“Florida Man” defrauds the Post Office
A Florida man could face up to 20 years in prison and up to $750,000 in fines for fraudulent claims against the United States Postal Service. Although he is being charged criminally, a whistleblower could just have easily filed suit under the federal False Claims Act, which applies to false claims from any government entity, including the U.S. Postal Service. The last big False Claims Act settlement related to the Post Office was a $5 million settlement with Lance Armstrong, who was famously sponsored by the USPS.
Jim Garcia-Albarracin has been federally charged with running a $1.5 million fraud for allegedly filing false claims on merchandise he sold with his online company. He was arrested last week and charged with 10 counts of mail fraud, 10 counts of wire fraud, and 12 counts of money laundering.

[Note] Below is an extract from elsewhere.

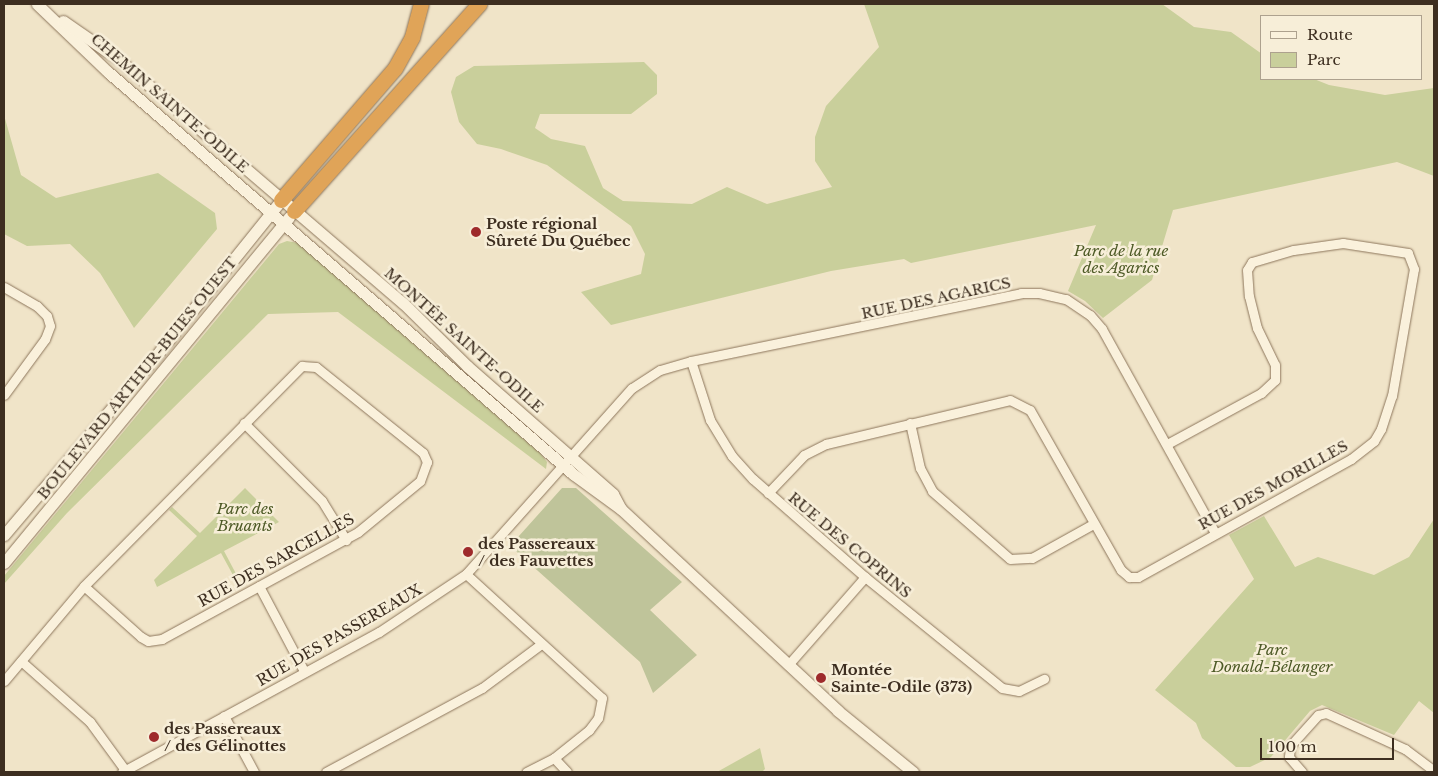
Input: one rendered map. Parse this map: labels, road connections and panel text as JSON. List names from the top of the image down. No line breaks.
{"streets":{"main road":["CHEMIN SAINTE-ODILE","MONTÉE SAINTE-ODILE","BOULEVARD ARTHUR-BUIES OUEST"],"street":["RUE DES AGARICS","RUE DES MORILLES","RUE DES COPRINS","RUE DES SARCELLES","RUE DES PASSEREAUX"]},"crossings":[["CHEMIN SAINTE-ODILE","MONTÉE SAINTE-ODILE"],["CHEMIN SAINTE-ODILE","BOULEVARD ARTHUR-BUIES OUEST"],["RUE DES AGARICS","MONTÉE SAINTE-ODILE"],["RUE DES AGARICS","RUE DES MORILLES"],["RUE DES AGARICS","RUE DES COPRINS"],["RUE DES AGARICS","RUE DES PASSEREAUX"],["MONTÉE SAINTE-ODILE","BOULEVARD ARTHUR-BUIES OUEST"],["MONTÉE SAINTE-ODILE","RUE DES PASSEREAUX"],["RUE DES MORILLES","RUE DES COPRINS"]],"parks":["Parc de la rue des Agarics","Parc des Bruants","Parc Donald-Bélanger"],"places":["Poste régional Sûreté Du Québec","des Passereaux / des Fauvettes","Montée Sainte-Odile (373)","des Passereaux / des Gélinottes"],"legend":["Route","Parc"],"scale_bar":"100 m"}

Garcia-Albarracin sold a variety of products through online marketplaces such as Listia and eBay. He would then purchase insurance through USPS and allegedly later file a claim stating that the contents of the packages had been damaged. To receive compensation for his scheme, Garcia-Albarracin would allegedly provide fake photos that “purportedly depicted damage to the products,” authorities said. He received payment from USPS via checks deposited to assorted accounts which would ultimately make their way to Garcia-Albarracin. Multiple accounts were designed “to conceal and disguise the nature, location, source, ownership, and control of the proceeds of the specified unlawful activity,” according to the charging documents.
Under the False Claims Act, Garcia-Albarracin would potentially have to repay three times the $1.5 million in ill-gotten gains under the statute’s trebling provision. Moreover, he would be subject to civil monetary penalties of up to $22,000 per false claim. A whistleblower would receive a relator’s share of between 15% and 30% of any recovery for bringing a successful case.